07/06/2003 11:00PM

Sunday Silence colts sell high in Japan


LEXINGTON, Ky. - A $2.79 million colt from the last crop of the great Japanese stallion Sunday Silence topped Monday's opening session at the Japan Racing Horse Association's select foal sale.

Shadai Farm, the Hokkaido stallion station that stood Sunday Silence until his untimely death last year at age 16, sold the brown colt to Fusao Sekiguchi for 330 million yen, or $2,791,878. Sekiguchi, a flamboyant Japanese entrepreneur, owned 2000 Kentucky Derby winner Fusaichi Pegasus.

The session-topper is out of Seto Flowerian, an Australian-bred Bellotto mare who was a Group 3 winner in her native land. She also was runner-up in the Group 1 Australian Jockey Club Oaks. Her Sunday Silence colt is a half-brother to Japanese Grade 1-placed Tiger Cafe.

The opening session's second most expensive lot was another Sunday Silence colt offered by Shadai. This one, a son of multiple Japanese stakes winner Elizabeth Rose, went to Broodmare Co. Ltd. for $1,082,910. The foal is a full brother to Japanese Grade 2 winners Fusaichi Zenon and Agnes Gold.

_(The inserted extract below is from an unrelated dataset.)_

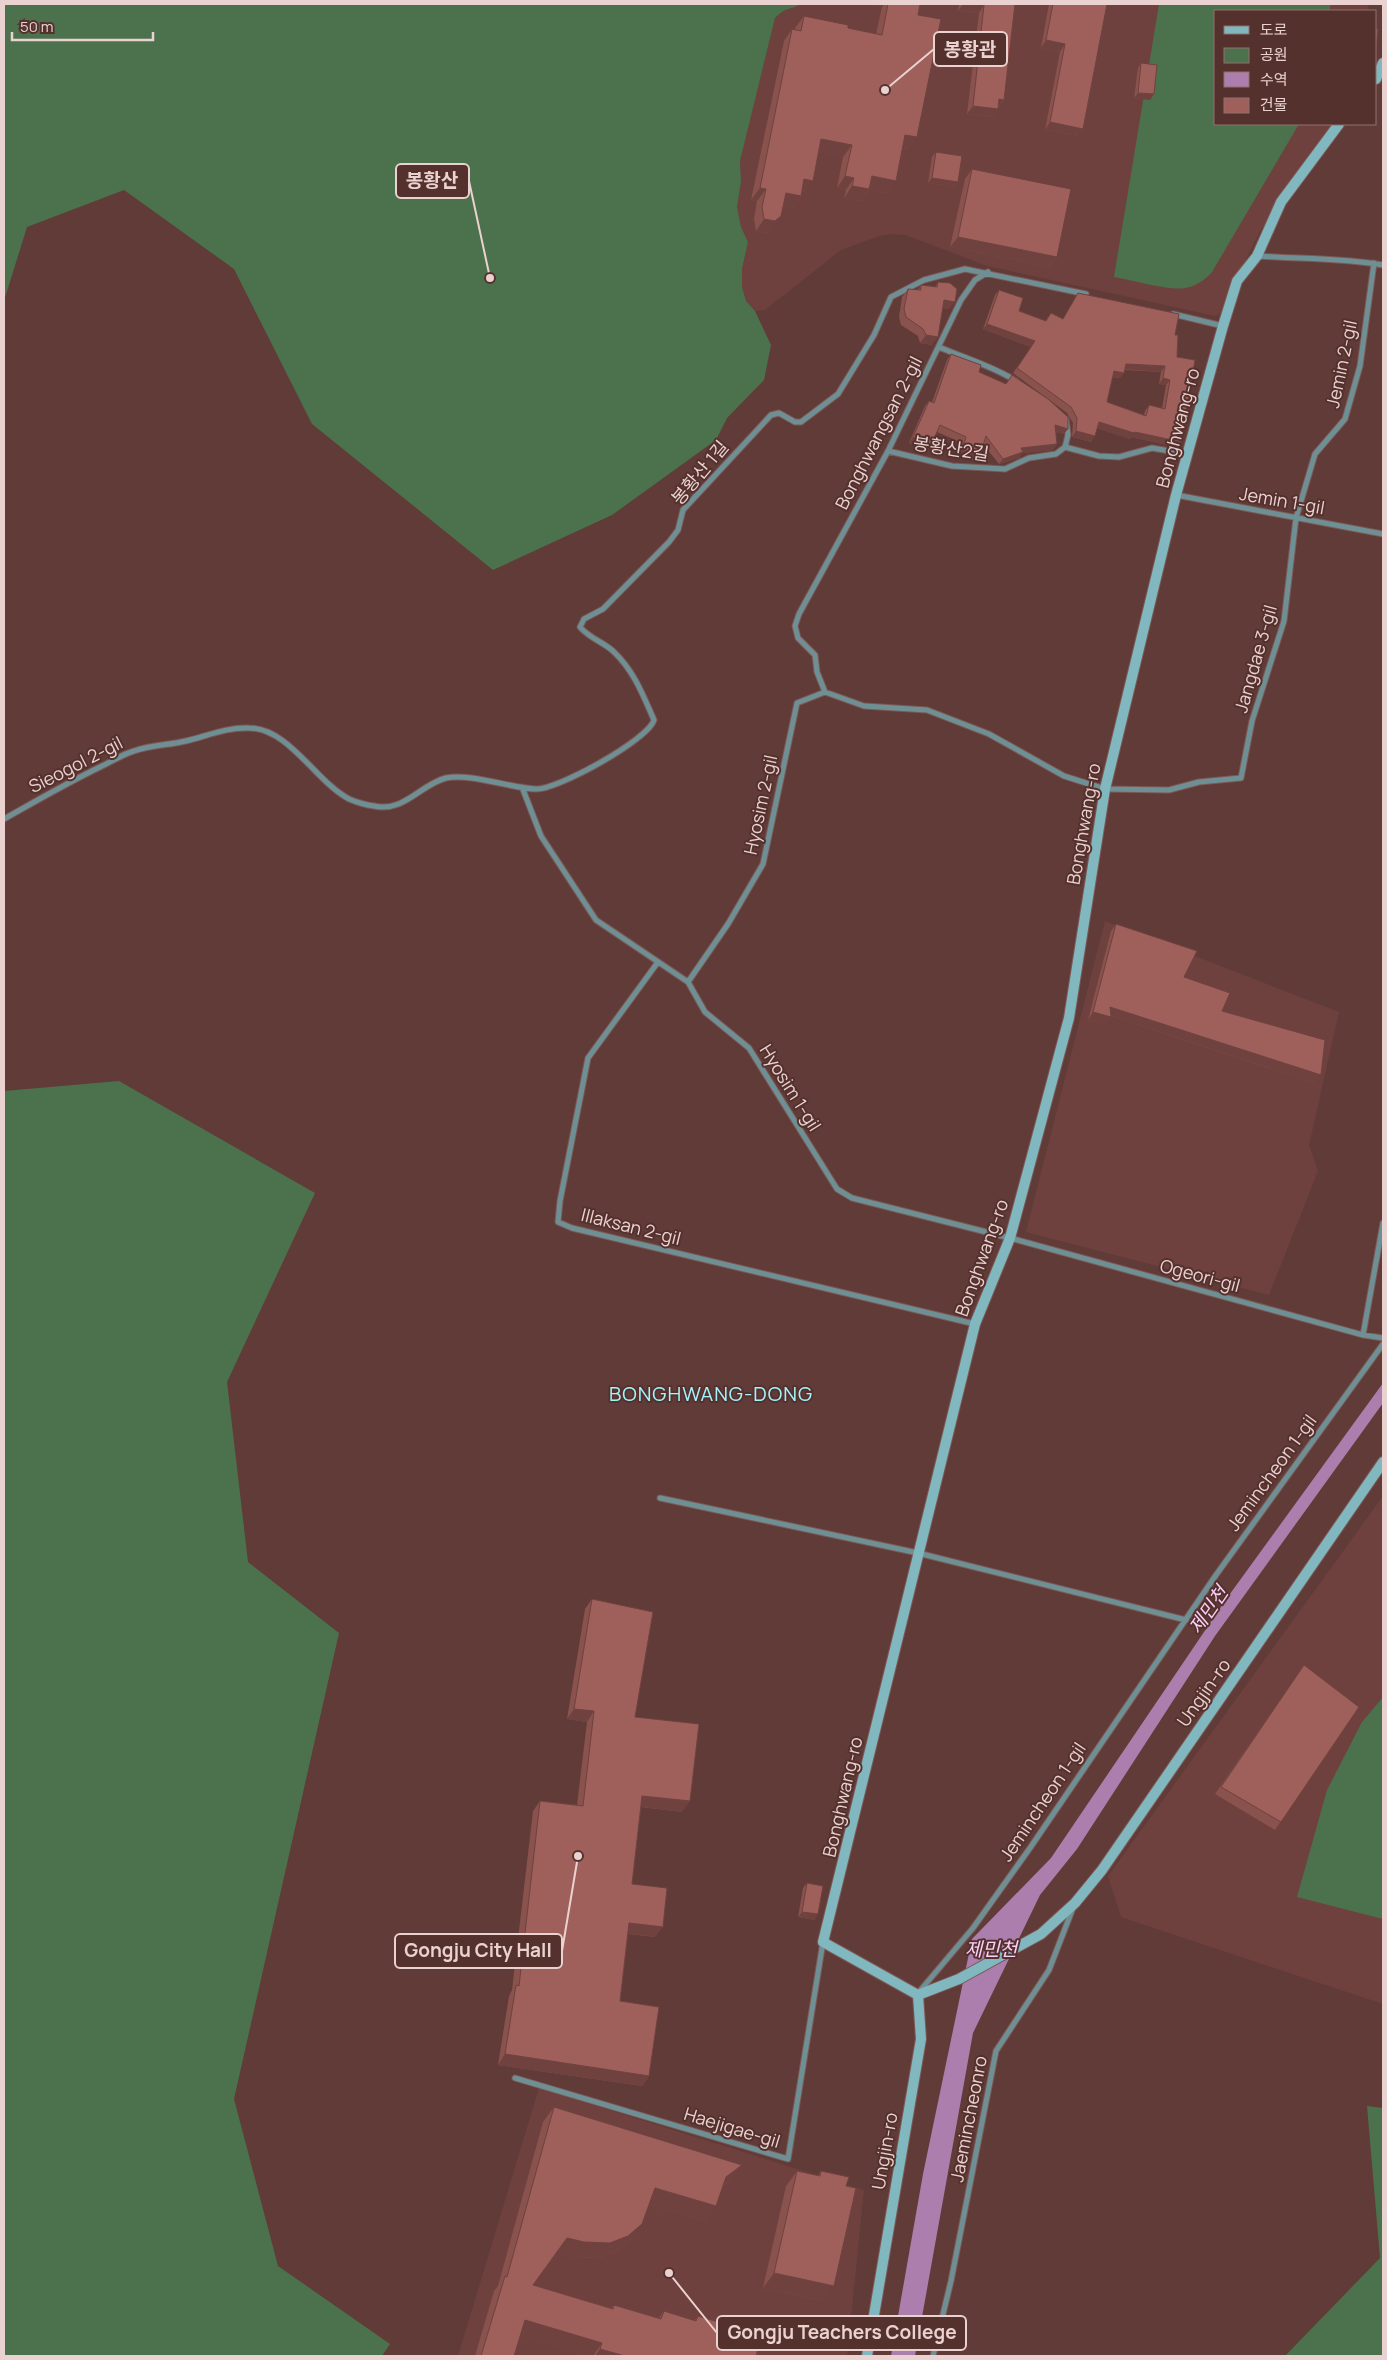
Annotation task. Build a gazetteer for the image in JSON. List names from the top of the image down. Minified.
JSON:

But Sekiguchi was the day's most notable buyer. He bought three other lots in addition to the session topper. Those were a $761,421 Sunday Silence colt out of the Seattle Slew mare Seattle Delighter; an $837,563 Kurofune colt out of Sekiguchi's former racemare and multiple Japanese graded winner Fusaichi Airedale; and a $414,552 Afleet colt out of Irish Grade 3-placed Ribot's Secret, by Danehill. Northern Farm sold all three.

The auction was to continue Tuesday.

New facility to showcase retired stallions

There's a new equine retirement facility coming to central Kentucky, and this one will be devoted to pensioned stallions.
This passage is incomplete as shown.